Switzerland is a country of 8.6 million people. As of Oct. 16, according to data compiled by Our World in Data, it had delivered a total of 16.1 million doses of the covid vaccine—or 1.85 doses per person (though only 70% of the Swiss population actually decided to receive at least one shot).
Like many other wealthy nations, the country bought many more vaccines than it needed—a total of nearly 32 million—to account for potential quality issues, or supply delays. As a result, it has large amounts of excess doses it did not use—and now won’t.
This week, the nation announced it would destroy 9 million doses of Moderna vaccines that have already expired, and more than 5 million more will likely follow, as they are due to expire in February.
By February, Switzerland likely will have destroyed more than14 million doses—or more than four times the 3.2 million doses it donated to low-income countries.
Yet with such short shelf life remaining, there is little hope that even the doses set to expire in February can be repurposed. Low-income nations have already had to reject last-minute donations of doses from wealthy countries, or destroy donated doses that arrived too close to their expiration dates, making it logistically impossible to administer them in time.
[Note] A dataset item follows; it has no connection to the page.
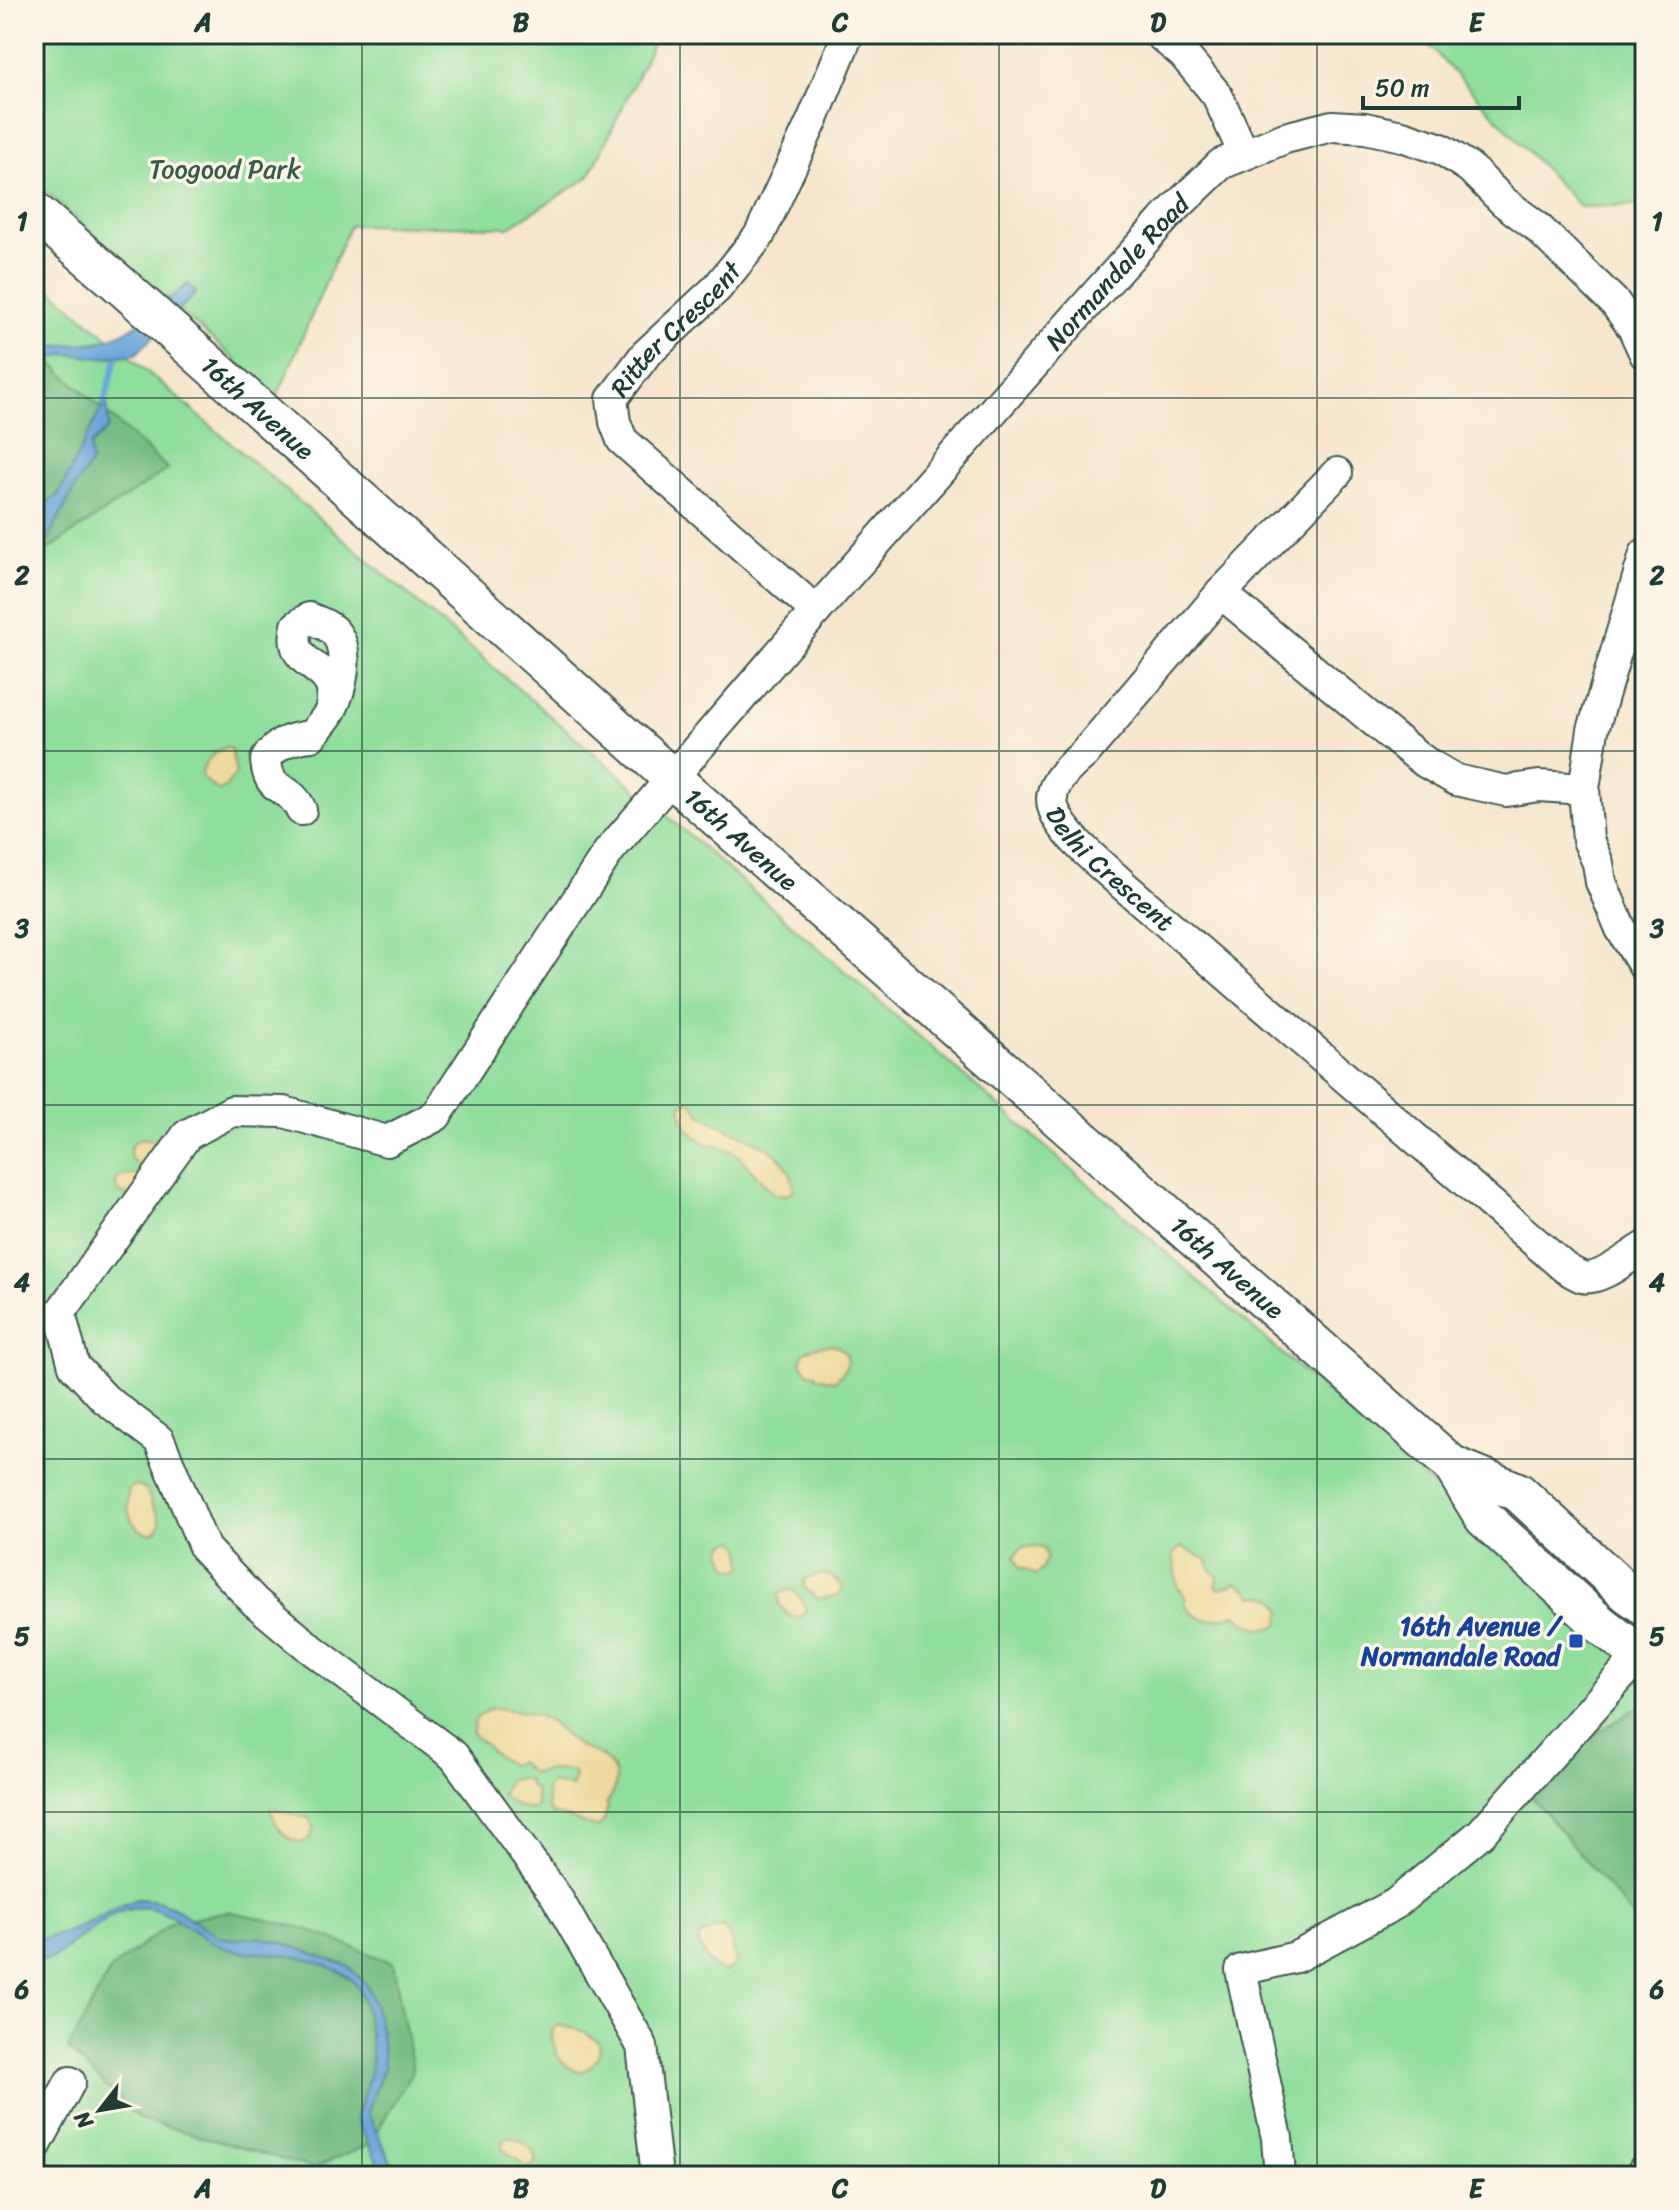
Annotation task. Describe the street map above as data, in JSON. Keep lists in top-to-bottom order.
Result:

Greed led to millions of wasted covid vaccine doses
Switzerland isn’t the first country to destroy doses that could have put to better use. Earlier this year, Canada destroyed nearly 14 million AstraZeneca vaccine doses because its population preferred one of the mRNA vaccines. (The AstraZeneca vaccine, like the Johnson and Johnson one, is still commonly administered in low- and middle-income countries, as it’s easier to store, only requires one dose, and is cheaper to manufacture.)
This kind of waste is emblematic of wealthy nations hoarding doses during the pandemic, which is one of the main causes of vaccine inequality. Despite pledging a more equitable distribution and committing to sharing vaccine doses with low-income nations, rich countries have resorted to vaccine nationalism, securing all the vaccines they could get their hands on, even as large parts of the world struggled to get any doses at all.
The inequality was stark from the beginning. Early in the vaccination campaign, and before any doses had reached low-income nations, rich countries entered into agreements with vaccine makers to secure about 350% of the doses they needed, according to Unicef.
Now in the second year of vaccination, the discrepancy continues. While countries like the US and many European nations have made up to three boosters available to their citizens, only about 23% of people in low-income countries have been fully vaccinated against covid. Overall, the African continent, home to most of the nations with the lowest vaccination rates, has received only about half the doses it would need to give its population the first full round of immunization.